Recently, we've been discussing relationships between variables. For example, linear regression examines the relationship between two numerical variables. Similarly, the $\chi^2$-test examines the relationship between categorical variables.

This is covered in sections 6.3 and 6.4 of our text.

As we'll see, there are two somewhat different types of $\chi^2$-tests. Specifically, there's

- the $\chi^2$-test for homogeneity, which tests whether frequency counts for a single categorical variable are distributed similarly across different populations and
- the $\chi^2$-test for independence, which tests whether there is a significant association between two categorical variables from a single population.

We'll start with an important, concrete question taken right from our text: Is a given pool of potential jurors in a county racially representative of that county?

Here's some specific data representing 275 jurors in a small county. Jurors identified their racial group, as shown in the table below. We would like to determine if these jurors are racially representative of the population.

Race | White | Black | Hispanic | Other | Total | ||
---|---|---|---|---|---|---|---|

Representation in juries | 205 | 26 | 25 | 19 | 275 | ||

Percentages for registered voters | 0.72 | 0.07 | 0.12 | 0.09 | 1.00 | ||

Expected count | 198 | 19.25 | 33 | 24.75 | 275 |

`chisquare`

¶Python's `scipy.stats`

module has a `chisquare`

function built for exactly this situation and it's pretty easy to use:

```
from scipy.stats import chisquare
chisquare([205, 26, 25, 19], f_exp = [198.0, 19.25, 33.0, 24.75])
```

Power_divergenceResult(statistic=5.8896103896103895, pvalue=0.11710619130850619)

There's a lot going on in the background here but, ultimately, we are interested in that $p$-value. If we are looking for a 95% confidence level, then we are unable to reject the null hypothesis here, in spite of the deviation from expected counts that we see in the data.

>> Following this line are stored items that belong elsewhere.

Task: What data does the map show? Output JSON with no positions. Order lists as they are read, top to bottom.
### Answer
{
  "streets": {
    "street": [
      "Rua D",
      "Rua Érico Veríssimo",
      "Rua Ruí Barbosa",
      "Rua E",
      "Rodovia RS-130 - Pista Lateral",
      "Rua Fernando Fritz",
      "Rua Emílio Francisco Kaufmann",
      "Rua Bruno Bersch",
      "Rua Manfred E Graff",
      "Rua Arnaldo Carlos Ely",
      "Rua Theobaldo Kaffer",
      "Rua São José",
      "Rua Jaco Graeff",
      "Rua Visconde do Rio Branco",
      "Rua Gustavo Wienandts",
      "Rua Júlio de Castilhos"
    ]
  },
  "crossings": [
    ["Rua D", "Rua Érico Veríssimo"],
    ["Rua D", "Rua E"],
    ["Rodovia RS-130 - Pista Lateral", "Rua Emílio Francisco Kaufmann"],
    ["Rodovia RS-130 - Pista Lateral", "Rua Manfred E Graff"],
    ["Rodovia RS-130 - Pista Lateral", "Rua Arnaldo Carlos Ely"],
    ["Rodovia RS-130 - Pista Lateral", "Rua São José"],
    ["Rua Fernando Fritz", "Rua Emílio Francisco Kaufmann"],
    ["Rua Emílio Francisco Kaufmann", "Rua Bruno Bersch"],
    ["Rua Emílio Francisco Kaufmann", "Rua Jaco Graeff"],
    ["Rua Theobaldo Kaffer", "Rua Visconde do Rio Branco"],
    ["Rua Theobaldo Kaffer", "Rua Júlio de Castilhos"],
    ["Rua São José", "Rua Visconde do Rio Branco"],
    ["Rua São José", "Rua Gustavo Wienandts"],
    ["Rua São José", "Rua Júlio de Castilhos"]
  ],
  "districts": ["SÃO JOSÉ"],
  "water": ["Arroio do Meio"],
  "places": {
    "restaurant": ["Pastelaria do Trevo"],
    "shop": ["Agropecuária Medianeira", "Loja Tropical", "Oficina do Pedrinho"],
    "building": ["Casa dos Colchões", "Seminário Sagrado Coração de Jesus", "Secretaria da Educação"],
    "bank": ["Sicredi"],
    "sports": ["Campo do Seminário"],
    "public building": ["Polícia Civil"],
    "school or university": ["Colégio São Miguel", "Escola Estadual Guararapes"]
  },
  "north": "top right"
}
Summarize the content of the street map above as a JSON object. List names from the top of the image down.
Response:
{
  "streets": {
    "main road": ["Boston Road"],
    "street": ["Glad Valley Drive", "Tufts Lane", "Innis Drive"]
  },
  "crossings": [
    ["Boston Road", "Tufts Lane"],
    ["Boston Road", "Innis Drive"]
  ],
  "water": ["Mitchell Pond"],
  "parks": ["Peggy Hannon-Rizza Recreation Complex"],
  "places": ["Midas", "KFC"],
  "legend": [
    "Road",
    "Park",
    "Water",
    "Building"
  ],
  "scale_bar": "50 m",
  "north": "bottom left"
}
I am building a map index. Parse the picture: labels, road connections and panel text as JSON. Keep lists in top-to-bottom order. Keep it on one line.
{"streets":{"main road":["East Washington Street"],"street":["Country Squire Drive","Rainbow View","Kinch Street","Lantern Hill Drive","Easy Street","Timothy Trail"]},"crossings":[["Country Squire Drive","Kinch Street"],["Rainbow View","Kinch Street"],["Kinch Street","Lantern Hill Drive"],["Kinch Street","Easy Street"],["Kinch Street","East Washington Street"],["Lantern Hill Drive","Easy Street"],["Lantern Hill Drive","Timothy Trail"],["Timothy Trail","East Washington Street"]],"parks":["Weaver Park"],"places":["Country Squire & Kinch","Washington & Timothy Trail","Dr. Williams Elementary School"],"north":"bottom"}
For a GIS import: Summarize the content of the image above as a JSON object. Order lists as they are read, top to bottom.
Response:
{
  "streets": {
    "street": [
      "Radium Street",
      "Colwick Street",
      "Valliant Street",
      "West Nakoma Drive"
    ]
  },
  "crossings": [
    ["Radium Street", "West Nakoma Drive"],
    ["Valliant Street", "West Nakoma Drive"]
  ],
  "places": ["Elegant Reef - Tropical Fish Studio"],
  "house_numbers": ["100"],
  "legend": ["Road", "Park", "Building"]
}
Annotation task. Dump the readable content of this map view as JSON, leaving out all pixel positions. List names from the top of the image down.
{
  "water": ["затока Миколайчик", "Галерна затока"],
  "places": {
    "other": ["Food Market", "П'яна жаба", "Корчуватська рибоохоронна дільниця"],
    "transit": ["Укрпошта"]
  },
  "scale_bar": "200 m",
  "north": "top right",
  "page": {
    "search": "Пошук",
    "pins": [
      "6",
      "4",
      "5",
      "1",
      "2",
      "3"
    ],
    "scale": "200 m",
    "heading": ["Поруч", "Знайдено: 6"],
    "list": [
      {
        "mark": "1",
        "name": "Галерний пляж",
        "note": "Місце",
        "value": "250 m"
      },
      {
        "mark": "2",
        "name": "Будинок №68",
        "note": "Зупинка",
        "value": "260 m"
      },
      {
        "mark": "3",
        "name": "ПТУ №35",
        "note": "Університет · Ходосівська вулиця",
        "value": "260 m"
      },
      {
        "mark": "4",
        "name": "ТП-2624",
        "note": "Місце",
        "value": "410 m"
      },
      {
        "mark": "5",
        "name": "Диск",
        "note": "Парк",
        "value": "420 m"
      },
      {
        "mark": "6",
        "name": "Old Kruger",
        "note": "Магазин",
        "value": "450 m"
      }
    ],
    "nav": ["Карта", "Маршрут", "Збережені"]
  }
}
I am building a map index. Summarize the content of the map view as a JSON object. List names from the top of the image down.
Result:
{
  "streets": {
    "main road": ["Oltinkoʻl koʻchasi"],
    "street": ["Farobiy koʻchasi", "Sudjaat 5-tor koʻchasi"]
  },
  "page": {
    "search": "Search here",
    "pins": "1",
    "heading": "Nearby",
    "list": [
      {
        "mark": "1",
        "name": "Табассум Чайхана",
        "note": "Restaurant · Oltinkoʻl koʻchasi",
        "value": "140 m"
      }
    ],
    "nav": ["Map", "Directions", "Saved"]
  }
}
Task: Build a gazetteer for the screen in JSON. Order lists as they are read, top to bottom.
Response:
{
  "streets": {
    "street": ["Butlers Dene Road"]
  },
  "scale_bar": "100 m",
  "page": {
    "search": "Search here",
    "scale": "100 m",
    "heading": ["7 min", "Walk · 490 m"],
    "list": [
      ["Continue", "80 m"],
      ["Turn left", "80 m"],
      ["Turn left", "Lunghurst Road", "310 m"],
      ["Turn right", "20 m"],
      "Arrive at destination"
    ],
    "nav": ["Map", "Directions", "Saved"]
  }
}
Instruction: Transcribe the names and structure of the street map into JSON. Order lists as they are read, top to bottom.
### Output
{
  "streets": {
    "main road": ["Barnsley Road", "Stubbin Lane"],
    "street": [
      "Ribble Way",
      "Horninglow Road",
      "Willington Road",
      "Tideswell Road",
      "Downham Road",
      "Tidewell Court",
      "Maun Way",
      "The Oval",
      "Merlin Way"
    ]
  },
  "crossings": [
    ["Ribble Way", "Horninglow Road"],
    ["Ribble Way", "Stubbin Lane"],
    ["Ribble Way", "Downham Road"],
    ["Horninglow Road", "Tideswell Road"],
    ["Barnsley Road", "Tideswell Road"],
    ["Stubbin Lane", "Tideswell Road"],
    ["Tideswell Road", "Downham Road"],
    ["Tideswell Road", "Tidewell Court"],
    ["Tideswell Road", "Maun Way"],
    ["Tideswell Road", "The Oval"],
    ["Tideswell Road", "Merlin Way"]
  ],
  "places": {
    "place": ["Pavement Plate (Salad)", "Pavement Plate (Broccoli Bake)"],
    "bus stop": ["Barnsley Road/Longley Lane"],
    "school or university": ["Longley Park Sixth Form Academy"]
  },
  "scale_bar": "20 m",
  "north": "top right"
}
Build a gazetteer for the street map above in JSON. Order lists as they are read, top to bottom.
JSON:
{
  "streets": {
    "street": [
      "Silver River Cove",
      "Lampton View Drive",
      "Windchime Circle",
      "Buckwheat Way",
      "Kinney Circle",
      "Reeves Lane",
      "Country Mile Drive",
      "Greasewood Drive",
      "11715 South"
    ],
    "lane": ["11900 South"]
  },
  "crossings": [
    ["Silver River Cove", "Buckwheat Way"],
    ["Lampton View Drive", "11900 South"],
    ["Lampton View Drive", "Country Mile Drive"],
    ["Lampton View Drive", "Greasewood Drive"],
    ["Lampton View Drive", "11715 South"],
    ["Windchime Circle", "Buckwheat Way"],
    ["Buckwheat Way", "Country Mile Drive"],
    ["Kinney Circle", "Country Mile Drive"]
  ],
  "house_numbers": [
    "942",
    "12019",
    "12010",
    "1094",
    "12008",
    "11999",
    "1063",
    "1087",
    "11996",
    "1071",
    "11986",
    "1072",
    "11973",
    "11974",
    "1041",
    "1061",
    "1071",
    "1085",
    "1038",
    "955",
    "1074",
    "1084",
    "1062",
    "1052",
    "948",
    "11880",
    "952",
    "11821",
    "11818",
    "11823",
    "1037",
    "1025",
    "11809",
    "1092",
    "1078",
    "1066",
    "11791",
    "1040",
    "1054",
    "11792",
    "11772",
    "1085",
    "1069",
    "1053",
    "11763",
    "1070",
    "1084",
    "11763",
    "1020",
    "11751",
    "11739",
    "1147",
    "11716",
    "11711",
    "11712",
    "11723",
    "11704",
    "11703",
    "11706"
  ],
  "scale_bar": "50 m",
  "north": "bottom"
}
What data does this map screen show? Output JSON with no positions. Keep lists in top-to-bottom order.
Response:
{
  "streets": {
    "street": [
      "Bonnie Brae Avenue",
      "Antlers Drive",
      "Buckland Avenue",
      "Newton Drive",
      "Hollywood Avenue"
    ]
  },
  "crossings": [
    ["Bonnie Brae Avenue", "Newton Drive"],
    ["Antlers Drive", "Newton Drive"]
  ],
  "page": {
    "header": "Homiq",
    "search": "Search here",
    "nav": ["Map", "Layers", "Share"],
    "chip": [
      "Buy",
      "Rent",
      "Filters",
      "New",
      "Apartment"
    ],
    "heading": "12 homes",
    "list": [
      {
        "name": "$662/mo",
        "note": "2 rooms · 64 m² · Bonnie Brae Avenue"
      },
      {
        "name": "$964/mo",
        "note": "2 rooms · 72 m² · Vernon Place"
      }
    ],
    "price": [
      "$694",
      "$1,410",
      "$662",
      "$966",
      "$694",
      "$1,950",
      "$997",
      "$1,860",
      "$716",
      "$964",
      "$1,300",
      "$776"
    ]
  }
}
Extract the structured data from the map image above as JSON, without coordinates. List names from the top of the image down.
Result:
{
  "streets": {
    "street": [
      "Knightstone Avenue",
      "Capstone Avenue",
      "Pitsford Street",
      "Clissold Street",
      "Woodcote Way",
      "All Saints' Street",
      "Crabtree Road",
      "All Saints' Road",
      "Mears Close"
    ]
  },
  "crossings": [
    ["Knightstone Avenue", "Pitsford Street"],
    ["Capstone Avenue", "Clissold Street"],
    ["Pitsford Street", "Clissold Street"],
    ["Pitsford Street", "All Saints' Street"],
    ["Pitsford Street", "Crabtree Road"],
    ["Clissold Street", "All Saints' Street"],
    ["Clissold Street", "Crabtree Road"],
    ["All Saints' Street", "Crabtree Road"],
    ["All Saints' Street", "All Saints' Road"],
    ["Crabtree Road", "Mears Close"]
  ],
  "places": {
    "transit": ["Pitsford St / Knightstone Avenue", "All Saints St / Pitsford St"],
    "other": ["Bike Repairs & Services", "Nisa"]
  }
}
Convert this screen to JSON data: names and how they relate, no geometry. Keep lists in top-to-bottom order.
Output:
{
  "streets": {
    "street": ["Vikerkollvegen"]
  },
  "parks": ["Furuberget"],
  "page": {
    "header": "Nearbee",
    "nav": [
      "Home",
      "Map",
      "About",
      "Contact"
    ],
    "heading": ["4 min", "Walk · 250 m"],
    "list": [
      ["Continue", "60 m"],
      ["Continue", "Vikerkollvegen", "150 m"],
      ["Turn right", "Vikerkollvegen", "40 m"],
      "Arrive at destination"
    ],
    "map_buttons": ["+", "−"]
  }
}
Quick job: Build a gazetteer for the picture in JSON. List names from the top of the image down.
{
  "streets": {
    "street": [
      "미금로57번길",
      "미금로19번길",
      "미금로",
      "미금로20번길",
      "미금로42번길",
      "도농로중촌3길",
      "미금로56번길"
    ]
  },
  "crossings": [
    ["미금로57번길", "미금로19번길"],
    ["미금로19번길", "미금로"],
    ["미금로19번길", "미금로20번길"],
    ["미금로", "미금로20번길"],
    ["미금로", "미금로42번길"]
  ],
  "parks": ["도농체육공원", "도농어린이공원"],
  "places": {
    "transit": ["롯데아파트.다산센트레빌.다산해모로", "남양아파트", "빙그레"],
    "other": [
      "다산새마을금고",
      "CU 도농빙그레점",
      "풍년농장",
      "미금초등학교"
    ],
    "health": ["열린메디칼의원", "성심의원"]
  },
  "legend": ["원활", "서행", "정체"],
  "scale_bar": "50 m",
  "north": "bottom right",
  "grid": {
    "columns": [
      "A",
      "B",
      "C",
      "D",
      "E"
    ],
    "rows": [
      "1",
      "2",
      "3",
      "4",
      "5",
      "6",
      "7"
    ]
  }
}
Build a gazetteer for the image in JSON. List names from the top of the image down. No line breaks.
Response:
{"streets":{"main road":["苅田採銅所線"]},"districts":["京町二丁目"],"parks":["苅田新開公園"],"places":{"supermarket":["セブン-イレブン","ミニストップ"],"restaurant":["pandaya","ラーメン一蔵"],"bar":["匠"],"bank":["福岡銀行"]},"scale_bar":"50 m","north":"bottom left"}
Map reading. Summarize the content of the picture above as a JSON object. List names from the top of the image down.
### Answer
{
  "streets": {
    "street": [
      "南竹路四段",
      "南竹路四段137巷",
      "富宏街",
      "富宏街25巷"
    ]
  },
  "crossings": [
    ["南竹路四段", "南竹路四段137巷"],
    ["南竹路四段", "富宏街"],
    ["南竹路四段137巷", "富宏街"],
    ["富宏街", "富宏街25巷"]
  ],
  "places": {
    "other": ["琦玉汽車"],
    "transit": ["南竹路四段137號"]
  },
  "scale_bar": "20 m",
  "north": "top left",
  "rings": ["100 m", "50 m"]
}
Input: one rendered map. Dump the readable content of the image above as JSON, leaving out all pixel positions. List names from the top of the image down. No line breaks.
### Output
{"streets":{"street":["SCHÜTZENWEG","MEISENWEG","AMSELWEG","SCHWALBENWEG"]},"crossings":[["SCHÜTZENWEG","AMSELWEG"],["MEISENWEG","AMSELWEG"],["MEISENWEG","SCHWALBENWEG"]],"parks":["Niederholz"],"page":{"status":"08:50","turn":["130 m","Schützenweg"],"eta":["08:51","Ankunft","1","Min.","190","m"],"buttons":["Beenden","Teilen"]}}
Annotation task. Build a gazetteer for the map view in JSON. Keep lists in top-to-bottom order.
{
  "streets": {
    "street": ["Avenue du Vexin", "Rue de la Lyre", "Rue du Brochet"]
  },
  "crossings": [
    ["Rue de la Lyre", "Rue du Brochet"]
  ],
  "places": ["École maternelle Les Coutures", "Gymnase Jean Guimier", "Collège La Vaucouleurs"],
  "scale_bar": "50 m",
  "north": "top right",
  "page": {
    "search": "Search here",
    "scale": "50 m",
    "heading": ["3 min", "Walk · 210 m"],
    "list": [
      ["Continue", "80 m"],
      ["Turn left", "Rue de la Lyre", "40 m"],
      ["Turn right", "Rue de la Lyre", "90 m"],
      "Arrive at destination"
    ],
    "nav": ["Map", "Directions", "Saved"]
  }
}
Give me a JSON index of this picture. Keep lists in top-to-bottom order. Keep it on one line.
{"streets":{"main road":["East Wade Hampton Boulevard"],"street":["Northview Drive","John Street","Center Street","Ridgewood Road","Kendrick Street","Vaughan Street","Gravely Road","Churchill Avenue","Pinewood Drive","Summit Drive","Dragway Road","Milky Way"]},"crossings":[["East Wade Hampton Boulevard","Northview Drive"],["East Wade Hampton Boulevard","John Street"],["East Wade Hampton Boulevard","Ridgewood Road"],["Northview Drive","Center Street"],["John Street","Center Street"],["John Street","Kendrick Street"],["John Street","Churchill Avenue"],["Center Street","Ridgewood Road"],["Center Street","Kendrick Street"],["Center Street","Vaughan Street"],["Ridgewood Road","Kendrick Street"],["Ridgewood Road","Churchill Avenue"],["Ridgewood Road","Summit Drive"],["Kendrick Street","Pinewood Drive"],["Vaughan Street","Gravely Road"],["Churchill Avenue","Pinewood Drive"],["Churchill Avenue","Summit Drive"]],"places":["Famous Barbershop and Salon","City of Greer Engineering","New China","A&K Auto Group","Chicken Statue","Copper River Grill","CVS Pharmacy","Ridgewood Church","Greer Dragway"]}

The $p$-value is computed using the $\chi^2$ statistic, which we find as follows:

We suppose that we are to evaluate whether there is convincing evidence that a set of observed counts $O_1$, $O_2$, ..., $O_k$ in $k$ categories are unusually different from what might be expected under a null hypothesis. Call the \emph{expected counts} that are based on the null hypothesis $E_1$, $E_2$, ..., $E_k$. If each expected count is at least 5 and the null hypothesis is true, then the test statistic below follows a chi-square distribution with $k-1$ degrees of freedom: $$ \chi^2 = \frac{(O_1 - E_1)^2}{E_1} + \frac{(O_2 - E_2)^2}{E_2} + \cdots + \frac{(O_k - E_k)^2}{E_k} $$

```
ch_sq = ((205-198)**2/198 + (26-19.25)**2/19.25 +(25-33)**2/33 + (19-24.75)**2/24.75)
ch_sq
```

5.8896103896103895

The $p$-value is computed from the test-statistic using a new distribution, called the F-distribution. Geometrically, it represents the area under the curve below and to the right of $5.88$:

Sometimes, we have two categorical variables and we want to know if they are independent or not. This is also called the Chi-Square *test for homogeneity*.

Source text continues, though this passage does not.